= What to do =
Search the records below for the string "stroke" and copy each line where it turns up.

= Records supplied =
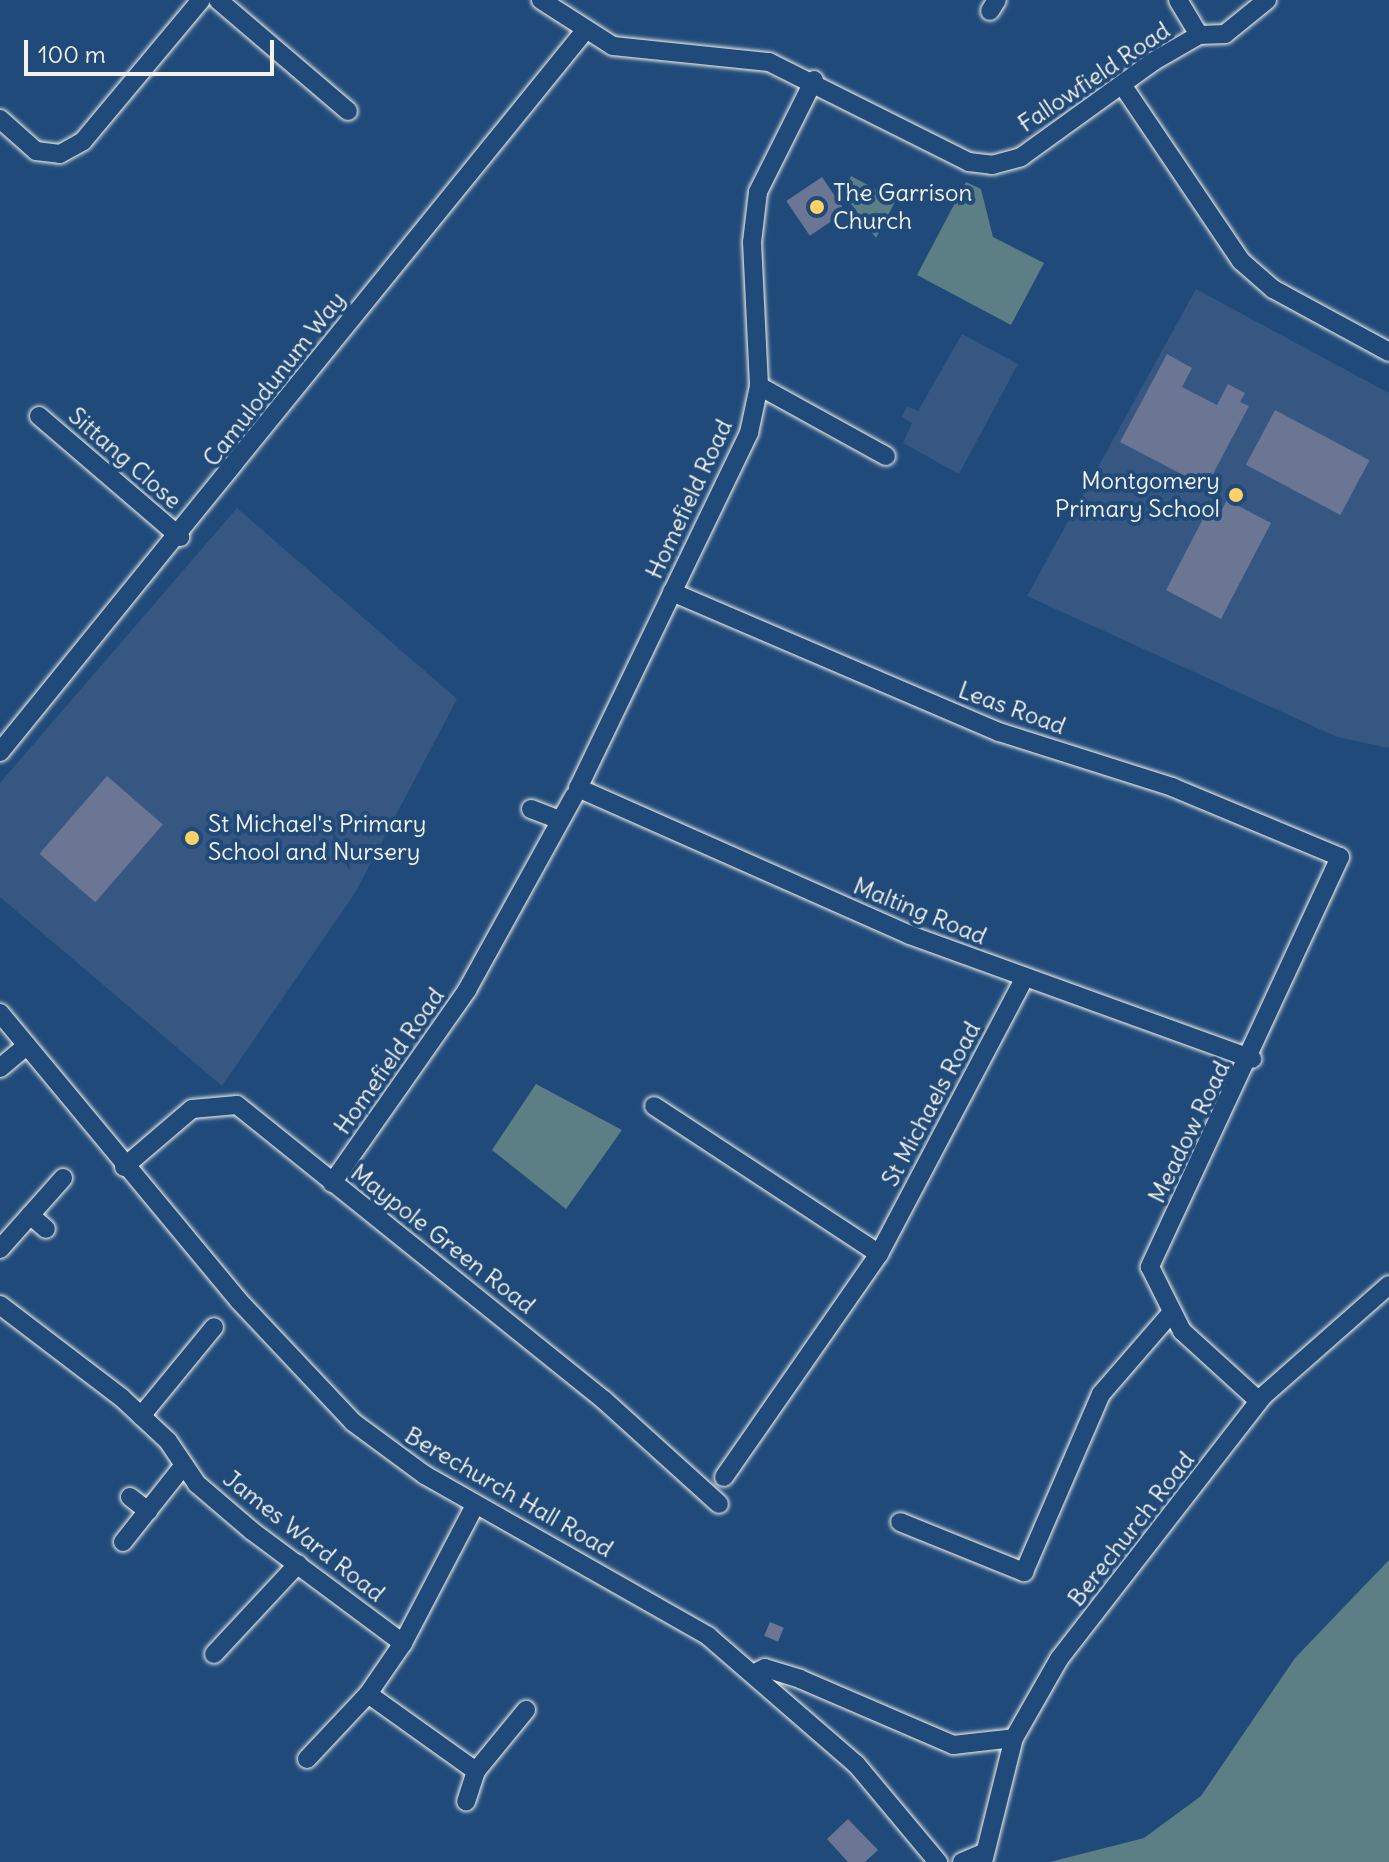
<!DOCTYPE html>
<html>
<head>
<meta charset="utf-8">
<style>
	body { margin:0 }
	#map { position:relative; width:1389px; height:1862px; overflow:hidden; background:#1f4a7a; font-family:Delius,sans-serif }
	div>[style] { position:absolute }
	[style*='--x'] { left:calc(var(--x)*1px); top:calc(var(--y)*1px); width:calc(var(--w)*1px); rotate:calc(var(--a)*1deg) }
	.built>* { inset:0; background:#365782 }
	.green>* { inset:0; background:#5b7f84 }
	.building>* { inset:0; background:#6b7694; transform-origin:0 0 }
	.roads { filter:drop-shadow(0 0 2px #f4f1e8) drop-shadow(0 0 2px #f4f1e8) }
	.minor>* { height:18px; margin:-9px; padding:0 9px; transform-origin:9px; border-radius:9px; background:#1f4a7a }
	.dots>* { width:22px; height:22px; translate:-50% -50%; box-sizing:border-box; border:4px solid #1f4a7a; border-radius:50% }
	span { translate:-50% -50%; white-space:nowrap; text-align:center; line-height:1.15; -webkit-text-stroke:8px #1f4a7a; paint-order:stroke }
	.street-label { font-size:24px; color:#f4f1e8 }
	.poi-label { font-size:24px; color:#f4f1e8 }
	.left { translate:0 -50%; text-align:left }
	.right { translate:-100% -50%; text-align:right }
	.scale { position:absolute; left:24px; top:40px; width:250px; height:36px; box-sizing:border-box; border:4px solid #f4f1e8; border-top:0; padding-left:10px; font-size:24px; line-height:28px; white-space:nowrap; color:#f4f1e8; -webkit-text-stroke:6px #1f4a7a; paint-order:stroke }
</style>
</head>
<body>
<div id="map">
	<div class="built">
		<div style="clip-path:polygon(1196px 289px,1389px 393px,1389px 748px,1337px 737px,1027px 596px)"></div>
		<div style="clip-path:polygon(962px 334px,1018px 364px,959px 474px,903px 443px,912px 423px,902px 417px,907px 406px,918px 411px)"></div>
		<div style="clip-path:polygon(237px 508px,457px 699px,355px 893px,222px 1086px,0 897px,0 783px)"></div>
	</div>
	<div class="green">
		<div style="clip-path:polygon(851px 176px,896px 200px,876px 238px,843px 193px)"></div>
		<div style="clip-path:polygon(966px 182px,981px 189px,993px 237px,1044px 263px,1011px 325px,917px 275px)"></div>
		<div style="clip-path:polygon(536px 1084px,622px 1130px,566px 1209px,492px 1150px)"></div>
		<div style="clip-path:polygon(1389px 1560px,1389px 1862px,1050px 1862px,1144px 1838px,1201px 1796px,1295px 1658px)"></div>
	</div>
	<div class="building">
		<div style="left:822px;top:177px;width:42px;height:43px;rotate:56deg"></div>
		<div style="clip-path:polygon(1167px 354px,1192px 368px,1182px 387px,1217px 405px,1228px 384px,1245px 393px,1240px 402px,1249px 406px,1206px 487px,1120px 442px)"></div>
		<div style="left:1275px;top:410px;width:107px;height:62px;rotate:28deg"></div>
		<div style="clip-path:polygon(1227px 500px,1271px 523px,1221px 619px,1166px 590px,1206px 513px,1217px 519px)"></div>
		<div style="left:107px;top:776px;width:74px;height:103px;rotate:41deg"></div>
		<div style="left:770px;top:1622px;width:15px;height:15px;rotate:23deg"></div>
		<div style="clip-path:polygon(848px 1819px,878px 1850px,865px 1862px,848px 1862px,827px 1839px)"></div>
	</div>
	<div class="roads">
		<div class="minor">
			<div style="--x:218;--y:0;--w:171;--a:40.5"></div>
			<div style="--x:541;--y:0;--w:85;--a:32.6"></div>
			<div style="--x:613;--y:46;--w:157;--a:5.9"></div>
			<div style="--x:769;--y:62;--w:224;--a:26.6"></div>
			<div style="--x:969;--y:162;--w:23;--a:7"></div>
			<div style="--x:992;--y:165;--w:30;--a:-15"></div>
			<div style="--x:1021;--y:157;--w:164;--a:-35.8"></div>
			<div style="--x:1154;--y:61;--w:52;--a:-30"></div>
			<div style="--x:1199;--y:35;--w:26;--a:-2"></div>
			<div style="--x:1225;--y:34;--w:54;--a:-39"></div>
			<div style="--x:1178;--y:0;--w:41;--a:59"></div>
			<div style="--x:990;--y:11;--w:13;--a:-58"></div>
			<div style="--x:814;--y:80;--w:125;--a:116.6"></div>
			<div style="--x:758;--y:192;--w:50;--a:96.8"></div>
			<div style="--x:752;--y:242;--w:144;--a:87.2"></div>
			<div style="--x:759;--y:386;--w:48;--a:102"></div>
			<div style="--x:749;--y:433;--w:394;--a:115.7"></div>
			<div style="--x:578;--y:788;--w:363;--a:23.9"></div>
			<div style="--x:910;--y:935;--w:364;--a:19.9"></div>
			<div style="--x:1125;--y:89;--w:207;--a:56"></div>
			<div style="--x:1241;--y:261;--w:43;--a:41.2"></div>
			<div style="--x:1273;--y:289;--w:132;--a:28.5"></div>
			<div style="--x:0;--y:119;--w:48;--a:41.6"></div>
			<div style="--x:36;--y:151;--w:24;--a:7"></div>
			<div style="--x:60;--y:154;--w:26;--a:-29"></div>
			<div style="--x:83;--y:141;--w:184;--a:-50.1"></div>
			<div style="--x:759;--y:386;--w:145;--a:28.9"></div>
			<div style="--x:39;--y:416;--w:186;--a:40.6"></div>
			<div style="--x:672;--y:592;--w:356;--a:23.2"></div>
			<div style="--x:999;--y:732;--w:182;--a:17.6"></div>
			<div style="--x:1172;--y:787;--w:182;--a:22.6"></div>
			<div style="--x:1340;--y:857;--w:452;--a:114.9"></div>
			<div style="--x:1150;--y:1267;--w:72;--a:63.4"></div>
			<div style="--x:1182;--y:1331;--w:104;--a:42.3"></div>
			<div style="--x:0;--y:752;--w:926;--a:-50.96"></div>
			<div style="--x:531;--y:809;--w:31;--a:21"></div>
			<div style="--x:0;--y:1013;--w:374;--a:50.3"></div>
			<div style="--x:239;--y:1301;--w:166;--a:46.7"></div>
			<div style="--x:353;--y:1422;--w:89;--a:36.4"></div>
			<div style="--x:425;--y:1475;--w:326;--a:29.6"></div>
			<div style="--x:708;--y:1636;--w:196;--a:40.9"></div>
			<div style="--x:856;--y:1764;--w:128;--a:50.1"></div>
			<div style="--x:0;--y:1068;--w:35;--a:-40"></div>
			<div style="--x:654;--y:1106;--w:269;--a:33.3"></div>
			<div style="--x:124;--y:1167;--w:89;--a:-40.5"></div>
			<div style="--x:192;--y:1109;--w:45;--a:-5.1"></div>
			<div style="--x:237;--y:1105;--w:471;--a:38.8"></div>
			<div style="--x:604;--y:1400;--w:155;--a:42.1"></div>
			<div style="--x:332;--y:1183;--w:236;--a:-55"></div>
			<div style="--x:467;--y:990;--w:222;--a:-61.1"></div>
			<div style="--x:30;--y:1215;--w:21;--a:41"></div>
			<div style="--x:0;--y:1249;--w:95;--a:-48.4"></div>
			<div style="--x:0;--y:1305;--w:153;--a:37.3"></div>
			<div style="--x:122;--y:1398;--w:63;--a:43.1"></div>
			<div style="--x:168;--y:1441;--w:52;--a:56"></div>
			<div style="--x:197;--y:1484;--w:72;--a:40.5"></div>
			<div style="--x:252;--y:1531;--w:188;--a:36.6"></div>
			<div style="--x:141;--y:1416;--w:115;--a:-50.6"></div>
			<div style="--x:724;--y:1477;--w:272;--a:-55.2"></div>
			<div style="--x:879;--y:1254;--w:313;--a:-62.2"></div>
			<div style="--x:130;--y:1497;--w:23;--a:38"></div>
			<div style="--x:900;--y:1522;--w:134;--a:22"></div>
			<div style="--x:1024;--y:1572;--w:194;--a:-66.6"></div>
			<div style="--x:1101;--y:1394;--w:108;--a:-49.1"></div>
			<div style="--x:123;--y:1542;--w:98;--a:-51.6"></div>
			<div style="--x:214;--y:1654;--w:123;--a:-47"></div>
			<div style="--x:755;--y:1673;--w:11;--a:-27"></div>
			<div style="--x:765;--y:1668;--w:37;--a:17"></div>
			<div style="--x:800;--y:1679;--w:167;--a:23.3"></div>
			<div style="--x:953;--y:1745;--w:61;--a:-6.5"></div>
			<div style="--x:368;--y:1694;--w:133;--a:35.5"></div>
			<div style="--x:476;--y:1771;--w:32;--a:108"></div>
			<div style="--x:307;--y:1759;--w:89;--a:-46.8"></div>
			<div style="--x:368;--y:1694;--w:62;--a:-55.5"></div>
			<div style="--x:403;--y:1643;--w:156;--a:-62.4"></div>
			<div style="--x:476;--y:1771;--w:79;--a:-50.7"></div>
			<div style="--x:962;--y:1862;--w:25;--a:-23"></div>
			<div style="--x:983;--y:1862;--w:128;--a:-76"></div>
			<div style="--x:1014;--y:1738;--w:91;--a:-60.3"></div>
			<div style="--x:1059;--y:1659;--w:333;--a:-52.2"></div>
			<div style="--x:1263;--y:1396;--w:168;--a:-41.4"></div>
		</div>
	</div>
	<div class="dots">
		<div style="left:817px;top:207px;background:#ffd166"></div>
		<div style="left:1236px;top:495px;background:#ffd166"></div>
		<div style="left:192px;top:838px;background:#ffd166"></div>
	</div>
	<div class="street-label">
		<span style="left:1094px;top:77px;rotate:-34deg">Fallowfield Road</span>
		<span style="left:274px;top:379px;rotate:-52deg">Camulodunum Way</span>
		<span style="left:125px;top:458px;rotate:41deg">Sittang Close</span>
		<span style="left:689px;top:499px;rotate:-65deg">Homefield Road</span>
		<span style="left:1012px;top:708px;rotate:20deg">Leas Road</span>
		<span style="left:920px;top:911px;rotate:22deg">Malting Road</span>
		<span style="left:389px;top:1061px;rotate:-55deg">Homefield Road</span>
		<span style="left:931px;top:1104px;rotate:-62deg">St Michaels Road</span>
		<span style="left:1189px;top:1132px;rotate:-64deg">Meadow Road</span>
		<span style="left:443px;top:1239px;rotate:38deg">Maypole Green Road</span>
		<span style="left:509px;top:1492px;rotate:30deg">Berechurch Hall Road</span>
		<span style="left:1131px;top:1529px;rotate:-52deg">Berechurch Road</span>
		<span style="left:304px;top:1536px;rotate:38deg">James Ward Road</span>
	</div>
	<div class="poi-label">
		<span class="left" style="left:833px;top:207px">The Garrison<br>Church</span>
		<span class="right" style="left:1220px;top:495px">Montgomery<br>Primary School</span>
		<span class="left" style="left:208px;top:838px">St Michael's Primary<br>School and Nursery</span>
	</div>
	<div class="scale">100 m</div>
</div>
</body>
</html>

= Output =
	span { translate:-50% -50%; white-space:nowrap; text-align:center; line-height:1.15; -webkit-text-stroke:8px #1f4a7a; paint-order:stroke }
	.scale { position:absolute; left:24px; top:40px; width:250px; height:36px; box-sizing:border-box; border:4px solid #f4f1e8; border-top:0; padding-left:10px; font-size:24px; line-height:28px; white-space:nowrap; color:#f4f1e8; -webkit-text-stroke:6px #1f4a7a; paint-order:stroke }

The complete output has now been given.